Instructions for the task: Copy every line from the records below that carries the word "sans".

Records supplied:

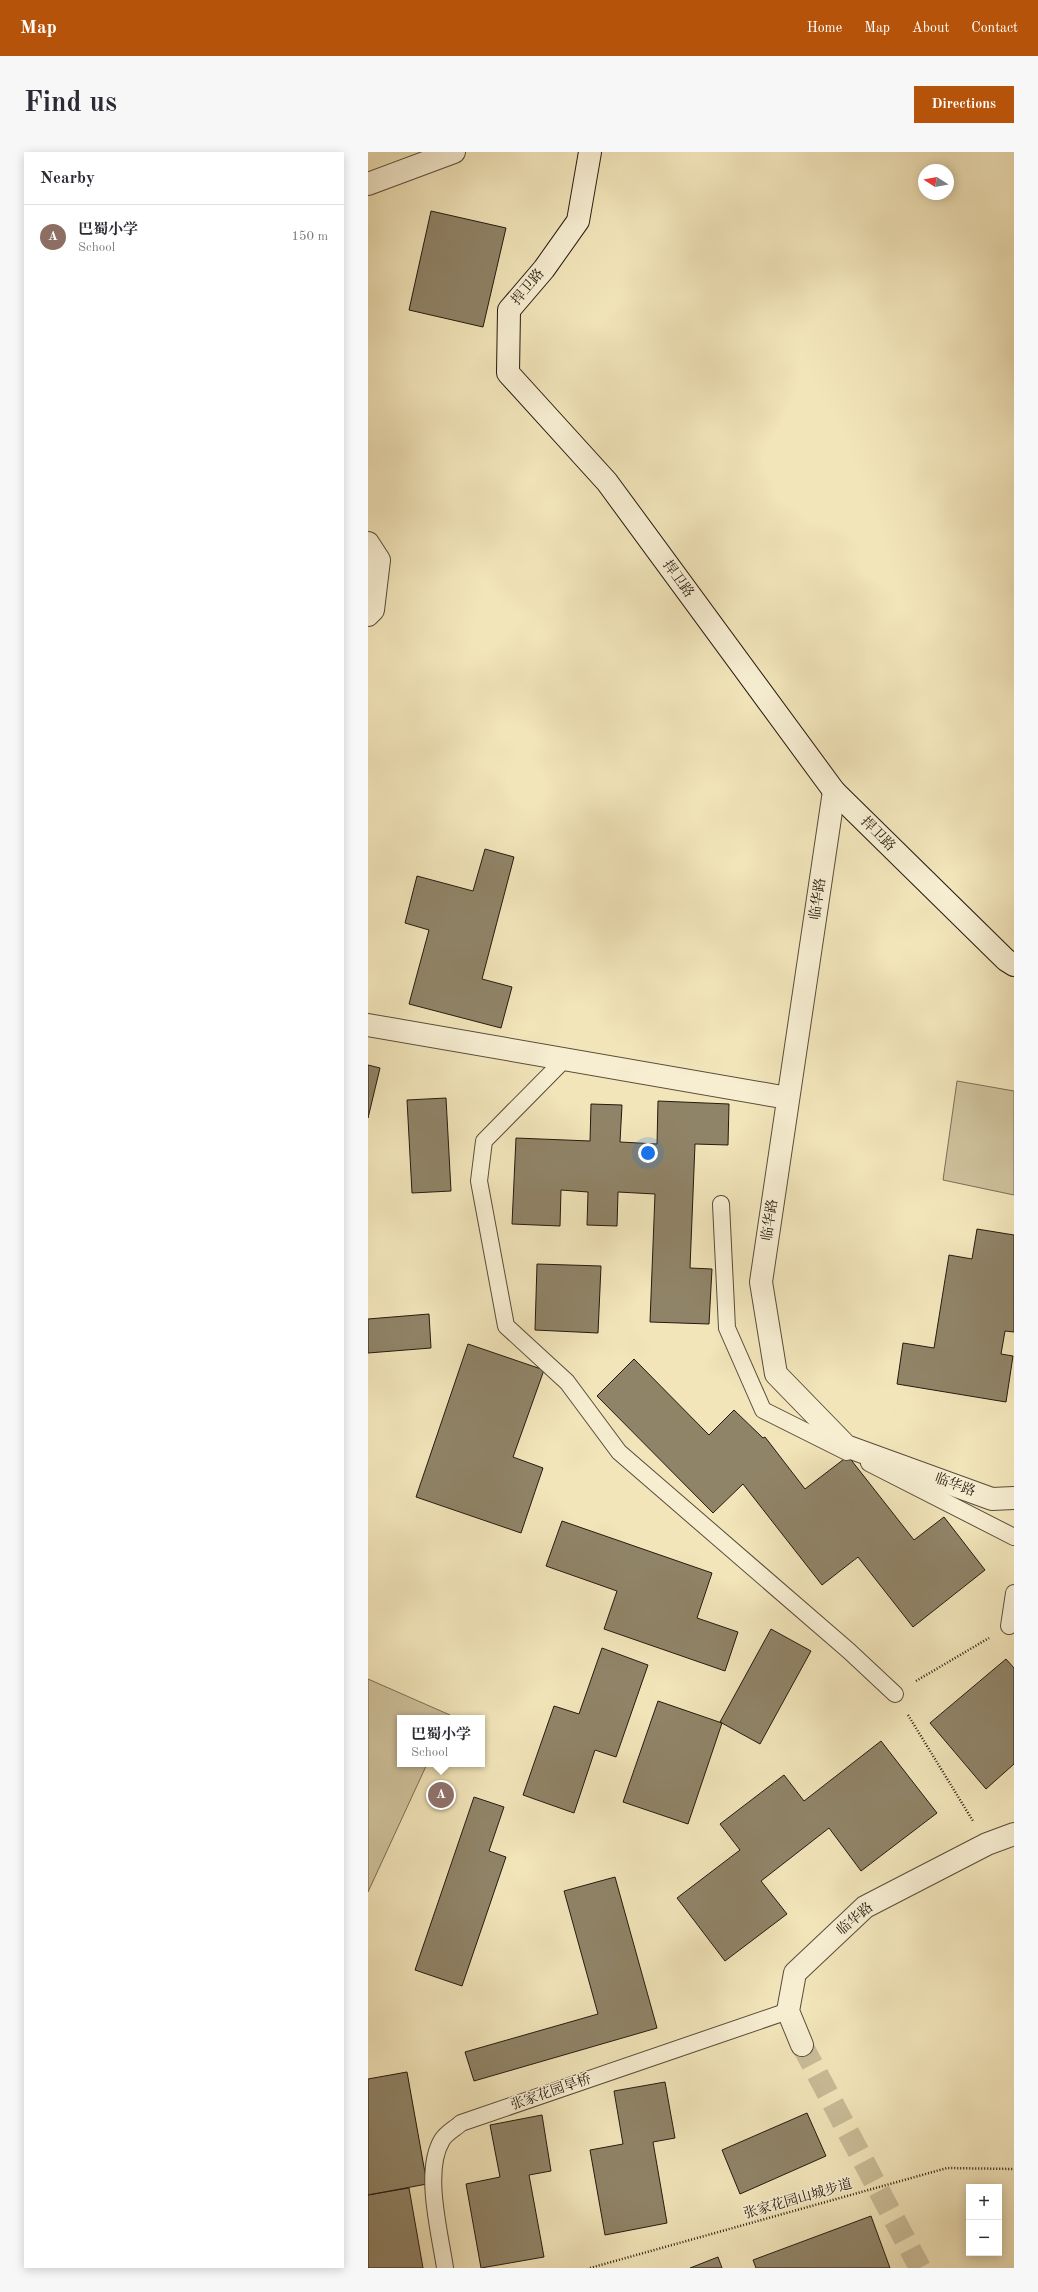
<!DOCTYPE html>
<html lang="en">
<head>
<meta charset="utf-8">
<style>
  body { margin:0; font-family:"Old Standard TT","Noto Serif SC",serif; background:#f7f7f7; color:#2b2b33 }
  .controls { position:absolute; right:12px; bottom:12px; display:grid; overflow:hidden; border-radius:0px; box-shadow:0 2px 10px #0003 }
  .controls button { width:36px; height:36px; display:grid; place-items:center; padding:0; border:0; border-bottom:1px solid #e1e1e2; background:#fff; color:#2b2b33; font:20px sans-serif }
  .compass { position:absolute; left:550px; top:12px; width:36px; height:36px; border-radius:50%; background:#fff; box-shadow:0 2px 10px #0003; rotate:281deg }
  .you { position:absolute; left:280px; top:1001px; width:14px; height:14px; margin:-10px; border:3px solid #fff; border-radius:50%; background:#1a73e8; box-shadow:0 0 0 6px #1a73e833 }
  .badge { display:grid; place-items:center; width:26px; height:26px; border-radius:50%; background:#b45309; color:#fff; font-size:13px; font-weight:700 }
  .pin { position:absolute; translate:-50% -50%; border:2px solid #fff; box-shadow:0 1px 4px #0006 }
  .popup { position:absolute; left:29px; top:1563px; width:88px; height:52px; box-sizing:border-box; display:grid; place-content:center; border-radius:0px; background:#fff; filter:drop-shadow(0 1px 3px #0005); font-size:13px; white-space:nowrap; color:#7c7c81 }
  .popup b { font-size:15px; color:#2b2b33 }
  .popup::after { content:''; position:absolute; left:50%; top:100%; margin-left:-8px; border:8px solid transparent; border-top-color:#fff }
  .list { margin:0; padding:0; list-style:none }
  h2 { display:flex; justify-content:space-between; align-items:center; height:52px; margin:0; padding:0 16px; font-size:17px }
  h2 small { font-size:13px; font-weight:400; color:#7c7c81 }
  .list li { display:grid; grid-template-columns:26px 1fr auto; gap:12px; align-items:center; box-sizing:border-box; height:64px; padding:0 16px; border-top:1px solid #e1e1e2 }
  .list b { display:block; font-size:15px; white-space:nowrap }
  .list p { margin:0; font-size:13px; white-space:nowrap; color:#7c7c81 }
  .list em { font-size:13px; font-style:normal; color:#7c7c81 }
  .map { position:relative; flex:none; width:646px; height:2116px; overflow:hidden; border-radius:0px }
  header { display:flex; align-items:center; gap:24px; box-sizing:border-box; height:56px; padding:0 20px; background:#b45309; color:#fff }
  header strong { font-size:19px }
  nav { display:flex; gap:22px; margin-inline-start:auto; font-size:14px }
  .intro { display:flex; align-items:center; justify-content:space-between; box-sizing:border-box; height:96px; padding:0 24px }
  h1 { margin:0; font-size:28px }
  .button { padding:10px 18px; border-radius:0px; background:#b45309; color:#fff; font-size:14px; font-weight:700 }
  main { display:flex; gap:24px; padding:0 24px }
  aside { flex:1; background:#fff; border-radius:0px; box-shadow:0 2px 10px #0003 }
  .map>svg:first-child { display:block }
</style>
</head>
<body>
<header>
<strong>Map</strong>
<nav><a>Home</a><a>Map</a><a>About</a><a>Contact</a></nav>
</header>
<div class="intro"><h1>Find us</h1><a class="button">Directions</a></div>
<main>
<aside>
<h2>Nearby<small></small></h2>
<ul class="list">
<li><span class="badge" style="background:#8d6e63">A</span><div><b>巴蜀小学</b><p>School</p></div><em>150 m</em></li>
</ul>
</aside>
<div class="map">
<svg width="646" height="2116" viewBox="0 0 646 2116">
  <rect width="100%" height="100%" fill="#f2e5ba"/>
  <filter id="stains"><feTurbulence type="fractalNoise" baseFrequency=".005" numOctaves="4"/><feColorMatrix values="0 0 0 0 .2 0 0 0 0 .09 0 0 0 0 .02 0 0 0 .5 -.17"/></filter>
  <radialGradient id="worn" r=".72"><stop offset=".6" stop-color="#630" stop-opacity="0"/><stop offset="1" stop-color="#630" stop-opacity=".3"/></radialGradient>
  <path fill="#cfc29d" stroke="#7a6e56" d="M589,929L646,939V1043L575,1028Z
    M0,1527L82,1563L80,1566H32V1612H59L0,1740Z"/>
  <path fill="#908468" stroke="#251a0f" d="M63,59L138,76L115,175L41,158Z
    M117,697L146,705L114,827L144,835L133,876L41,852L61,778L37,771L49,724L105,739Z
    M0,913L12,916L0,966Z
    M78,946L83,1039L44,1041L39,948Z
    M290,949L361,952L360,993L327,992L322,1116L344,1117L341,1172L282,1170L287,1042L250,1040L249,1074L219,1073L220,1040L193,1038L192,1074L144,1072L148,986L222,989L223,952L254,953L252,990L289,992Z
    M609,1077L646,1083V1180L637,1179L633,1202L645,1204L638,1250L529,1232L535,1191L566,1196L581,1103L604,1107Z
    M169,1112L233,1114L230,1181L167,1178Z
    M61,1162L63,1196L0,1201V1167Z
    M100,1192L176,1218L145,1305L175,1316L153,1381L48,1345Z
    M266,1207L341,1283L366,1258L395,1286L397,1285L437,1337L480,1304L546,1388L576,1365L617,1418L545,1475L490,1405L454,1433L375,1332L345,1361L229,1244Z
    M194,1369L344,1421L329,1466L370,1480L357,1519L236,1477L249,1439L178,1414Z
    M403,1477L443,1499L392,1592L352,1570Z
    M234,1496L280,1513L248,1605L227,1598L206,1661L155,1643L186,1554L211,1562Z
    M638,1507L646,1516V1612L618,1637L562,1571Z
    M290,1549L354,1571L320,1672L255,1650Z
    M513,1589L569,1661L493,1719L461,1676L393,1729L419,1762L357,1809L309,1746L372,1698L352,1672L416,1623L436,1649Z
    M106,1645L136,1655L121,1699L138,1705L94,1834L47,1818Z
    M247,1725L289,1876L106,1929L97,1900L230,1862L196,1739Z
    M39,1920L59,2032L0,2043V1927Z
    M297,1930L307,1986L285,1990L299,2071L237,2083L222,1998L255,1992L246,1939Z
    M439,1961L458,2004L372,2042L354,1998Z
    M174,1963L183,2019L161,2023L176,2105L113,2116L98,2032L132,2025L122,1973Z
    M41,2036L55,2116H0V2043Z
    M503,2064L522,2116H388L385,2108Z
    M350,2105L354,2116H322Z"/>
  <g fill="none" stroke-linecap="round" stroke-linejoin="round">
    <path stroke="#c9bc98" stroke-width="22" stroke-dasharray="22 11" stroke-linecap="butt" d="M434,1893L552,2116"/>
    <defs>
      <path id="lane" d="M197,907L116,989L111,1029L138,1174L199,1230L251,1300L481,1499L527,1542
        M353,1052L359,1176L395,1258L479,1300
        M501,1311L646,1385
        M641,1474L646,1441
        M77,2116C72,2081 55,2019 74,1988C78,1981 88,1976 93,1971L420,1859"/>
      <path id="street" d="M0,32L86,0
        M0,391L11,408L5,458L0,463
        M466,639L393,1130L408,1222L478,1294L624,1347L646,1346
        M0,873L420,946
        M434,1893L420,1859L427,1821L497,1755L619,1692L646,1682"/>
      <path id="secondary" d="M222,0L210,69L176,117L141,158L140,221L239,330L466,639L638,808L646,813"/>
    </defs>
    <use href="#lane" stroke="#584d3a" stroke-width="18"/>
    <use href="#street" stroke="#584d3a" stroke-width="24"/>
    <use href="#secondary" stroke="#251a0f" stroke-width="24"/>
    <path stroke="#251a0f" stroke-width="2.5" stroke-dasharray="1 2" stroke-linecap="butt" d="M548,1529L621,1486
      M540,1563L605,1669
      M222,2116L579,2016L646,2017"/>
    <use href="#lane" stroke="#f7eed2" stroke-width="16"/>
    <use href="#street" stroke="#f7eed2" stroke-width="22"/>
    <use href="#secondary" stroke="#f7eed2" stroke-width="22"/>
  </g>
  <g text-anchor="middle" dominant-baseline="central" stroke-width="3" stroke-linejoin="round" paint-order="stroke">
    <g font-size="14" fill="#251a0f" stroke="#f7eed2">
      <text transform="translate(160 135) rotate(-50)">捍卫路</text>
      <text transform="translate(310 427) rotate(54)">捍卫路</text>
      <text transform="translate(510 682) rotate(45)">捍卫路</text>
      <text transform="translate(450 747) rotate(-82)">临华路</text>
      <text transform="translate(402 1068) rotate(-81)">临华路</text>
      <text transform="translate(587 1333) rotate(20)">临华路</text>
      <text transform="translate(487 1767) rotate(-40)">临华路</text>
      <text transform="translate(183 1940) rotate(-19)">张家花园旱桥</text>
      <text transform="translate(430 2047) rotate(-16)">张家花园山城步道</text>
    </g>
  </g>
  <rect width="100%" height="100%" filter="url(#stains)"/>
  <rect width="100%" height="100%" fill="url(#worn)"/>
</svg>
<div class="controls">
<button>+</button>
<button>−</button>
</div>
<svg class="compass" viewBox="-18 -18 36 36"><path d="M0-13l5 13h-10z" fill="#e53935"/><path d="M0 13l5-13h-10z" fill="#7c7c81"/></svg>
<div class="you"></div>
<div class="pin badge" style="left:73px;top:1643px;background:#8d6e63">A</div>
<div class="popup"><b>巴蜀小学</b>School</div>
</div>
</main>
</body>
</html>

* * *

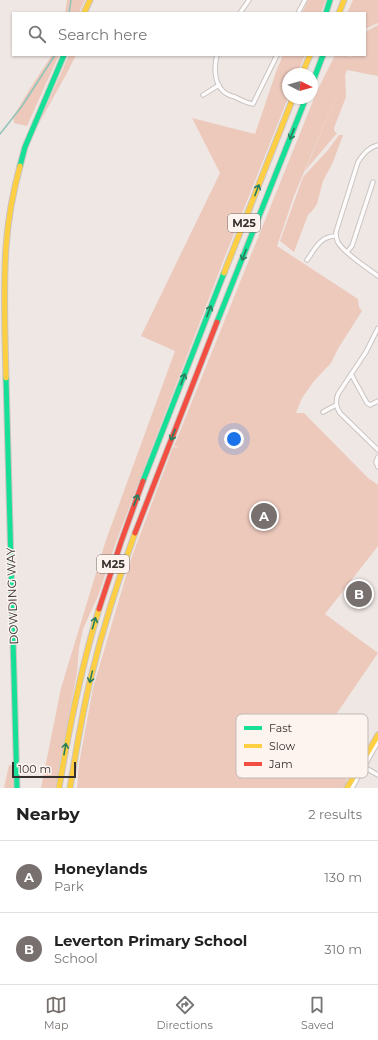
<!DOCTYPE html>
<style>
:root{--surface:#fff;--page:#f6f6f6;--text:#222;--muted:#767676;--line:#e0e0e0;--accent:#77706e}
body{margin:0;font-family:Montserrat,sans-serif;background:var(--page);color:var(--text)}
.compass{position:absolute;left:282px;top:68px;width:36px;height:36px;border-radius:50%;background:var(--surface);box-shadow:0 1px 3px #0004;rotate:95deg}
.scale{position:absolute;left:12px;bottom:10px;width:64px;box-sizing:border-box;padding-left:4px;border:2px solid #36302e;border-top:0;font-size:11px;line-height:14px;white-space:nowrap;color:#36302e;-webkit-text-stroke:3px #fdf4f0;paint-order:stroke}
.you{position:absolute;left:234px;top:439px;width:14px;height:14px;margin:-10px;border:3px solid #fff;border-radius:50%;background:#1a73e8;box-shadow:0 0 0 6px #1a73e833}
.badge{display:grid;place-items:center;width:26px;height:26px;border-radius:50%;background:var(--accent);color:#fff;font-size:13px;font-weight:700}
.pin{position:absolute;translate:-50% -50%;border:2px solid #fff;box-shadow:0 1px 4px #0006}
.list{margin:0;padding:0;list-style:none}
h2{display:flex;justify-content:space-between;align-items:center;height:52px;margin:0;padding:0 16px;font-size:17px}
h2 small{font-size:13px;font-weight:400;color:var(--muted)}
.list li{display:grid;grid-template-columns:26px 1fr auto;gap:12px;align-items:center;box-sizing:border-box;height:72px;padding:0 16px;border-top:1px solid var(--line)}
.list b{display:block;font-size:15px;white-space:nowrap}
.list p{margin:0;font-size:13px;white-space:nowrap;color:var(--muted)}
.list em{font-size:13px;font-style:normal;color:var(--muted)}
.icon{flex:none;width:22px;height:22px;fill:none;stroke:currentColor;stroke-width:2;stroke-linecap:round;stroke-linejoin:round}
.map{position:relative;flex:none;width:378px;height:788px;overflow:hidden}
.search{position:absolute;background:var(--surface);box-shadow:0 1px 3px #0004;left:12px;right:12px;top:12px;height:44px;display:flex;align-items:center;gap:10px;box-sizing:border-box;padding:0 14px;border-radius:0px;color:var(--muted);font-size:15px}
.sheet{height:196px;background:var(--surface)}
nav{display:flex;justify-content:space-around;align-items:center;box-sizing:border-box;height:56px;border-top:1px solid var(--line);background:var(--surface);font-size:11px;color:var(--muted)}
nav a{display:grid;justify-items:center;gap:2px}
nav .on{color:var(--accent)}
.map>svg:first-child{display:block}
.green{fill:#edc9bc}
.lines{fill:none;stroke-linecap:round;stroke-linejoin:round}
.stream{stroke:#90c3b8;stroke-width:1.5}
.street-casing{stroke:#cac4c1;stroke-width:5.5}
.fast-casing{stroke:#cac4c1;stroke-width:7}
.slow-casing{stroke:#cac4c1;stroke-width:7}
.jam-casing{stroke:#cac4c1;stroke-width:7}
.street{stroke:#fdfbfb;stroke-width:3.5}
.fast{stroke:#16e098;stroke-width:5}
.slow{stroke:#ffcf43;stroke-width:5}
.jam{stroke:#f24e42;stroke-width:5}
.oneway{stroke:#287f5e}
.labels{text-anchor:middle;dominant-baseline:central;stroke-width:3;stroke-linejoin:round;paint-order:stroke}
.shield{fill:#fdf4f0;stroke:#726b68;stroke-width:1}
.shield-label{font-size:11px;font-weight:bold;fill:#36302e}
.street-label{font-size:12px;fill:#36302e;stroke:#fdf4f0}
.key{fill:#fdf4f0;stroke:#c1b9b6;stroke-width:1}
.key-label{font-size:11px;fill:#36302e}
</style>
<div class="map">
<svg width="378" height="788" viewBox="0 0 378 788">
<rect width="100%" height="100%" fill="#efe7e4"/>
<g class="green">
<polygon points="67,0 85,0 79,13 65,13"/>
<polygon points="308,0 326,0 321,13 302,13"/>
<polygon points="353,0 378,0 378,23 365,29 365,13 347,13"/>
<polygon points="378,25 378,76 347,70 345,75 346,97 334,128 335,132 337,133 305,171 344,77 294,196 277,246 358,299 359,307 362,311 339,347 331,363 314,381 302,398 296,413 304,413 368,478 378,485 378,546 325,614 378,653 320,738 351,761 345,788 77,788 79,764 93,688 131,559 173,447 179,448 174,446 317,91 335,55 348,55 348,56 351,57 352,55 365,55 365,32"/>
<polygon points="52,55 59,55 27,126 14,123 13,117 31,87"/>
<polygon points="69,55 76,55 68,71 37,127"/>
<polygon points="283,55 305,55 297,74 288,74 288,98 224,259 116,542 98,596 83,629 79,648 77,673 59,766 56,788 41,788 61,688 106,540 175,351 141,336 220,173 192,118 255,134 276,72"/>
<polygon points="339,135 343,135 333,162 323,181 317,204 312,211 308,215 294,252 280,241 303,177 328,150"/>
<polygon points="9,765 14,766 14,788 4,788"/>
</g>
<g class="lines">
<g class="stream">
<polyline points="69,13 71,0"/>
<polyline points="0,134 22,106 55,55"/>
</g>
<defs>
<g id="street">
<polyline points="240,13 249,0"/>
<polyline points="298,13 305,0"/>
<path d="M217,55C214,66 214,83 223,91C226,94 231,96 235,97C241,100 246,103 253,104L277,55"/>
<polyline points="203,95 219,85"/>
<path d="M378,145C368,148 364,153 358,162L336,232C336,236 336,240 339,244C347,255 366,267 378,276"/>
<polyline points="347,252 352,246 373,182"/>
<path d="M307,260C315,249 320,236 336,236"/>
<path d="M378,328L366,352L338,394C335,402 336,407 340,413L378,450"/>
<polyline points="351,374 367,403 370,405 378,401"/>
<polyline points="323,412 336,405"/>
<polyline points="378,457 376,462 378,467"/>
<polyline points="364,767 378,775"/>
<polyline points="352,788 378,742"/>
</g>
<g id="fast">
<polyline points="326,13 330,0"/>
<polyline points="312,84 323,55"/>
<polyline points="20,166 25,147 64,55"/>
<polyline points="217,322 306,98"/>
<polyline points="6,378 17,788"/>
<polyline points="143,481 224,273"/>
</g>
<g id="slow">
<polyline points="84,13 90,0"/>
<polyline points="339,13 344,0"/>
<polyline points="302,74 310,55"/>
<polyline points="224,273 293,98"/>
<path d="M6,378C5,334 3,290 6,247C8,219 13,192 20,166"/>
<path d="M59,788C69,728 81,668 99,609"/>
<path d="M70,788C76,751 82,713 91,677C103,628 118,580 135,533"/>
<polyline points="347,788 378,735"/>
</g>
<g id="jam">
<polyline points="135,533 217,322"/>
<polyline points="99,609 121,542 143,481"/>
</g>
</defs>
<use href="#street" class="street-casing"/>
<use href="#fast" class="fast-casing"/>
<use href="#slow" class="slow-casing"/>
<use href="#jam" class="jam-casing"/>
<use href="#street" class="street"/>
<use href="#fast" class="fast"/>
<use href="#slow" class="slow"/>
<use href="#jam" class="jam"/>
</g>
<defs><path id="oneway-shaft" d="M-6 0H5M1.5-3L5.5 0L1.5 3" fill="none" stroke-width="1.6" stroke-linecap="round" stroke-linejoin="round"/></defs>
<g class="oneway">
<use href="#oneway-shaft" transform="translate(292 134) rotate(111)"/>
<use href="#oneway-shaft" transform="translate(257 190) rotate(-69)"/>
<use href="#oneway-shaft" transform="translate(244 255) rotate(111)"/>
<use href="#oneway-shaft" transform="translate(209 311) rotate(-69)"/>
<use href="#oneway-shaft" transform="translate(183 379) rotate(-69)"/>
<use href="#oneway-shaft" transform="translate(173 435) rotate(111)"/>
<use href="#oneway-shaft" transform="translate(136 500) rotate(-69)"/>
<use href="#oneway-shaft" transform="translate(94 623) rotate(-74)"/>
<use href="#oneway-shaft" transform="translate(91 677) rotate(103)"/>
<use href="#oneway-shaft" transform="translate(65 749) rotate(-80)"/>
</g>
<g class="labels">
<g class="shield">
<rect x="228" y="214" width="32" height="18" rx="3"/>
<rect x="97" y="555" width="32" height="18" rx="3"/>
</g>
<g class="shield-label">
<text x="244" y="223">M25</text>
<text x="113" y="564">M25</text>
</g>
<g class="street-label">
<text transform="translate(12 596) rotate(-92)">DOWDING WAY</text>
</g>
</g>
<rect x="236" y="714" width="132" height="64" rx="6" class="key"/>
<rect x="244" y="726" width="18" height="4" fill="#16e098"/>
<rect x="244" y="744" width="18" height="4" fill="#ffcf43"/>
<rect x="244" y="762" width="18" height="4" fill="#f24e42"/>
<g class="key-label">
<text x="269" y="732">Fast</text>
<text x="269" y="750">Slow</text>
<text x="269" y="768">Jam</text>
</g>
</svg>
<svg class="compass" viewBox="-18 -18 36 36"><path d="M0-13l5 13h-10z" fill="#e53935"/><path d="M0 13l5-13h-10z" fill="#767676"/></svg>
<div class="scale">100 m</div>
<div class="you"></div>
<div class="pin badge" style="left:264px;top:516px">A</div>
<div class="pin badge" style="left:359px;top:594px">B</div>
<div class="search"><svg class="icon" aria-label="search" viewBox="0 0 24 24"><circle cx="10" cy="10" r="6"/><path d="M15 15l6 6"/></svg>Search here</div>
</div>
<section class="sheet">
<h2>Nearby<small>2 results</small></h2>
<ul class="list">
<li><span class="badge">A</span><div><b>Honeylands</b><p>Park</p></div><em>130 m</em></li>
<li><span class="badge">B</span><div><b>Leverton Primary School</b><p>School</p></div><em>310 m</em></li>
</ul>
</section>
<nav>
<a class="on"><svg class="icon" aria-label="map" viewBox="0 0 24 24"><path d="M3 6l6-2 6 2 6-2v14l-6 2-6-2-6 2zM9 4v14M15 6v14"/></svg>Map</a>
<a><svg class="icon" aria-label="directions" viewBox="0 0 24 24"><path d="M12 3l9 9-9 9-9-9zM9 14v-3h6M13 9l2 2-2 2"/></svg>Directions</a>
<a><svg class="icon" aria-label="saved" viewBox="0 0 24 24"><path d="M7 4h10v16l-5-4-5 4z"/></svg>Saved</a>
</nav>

Task response:
  .controls button { width:36px; height:36px; display:grid; place-items:center; padding:0; border:0; border-bottom:1px solid #e1e1e2; background:#fff; color:#2b2b33; font:20px sans-serif }
body{margin:0;font-family:Montserrat,sans-serif;background:var(--page);color:var(--text)}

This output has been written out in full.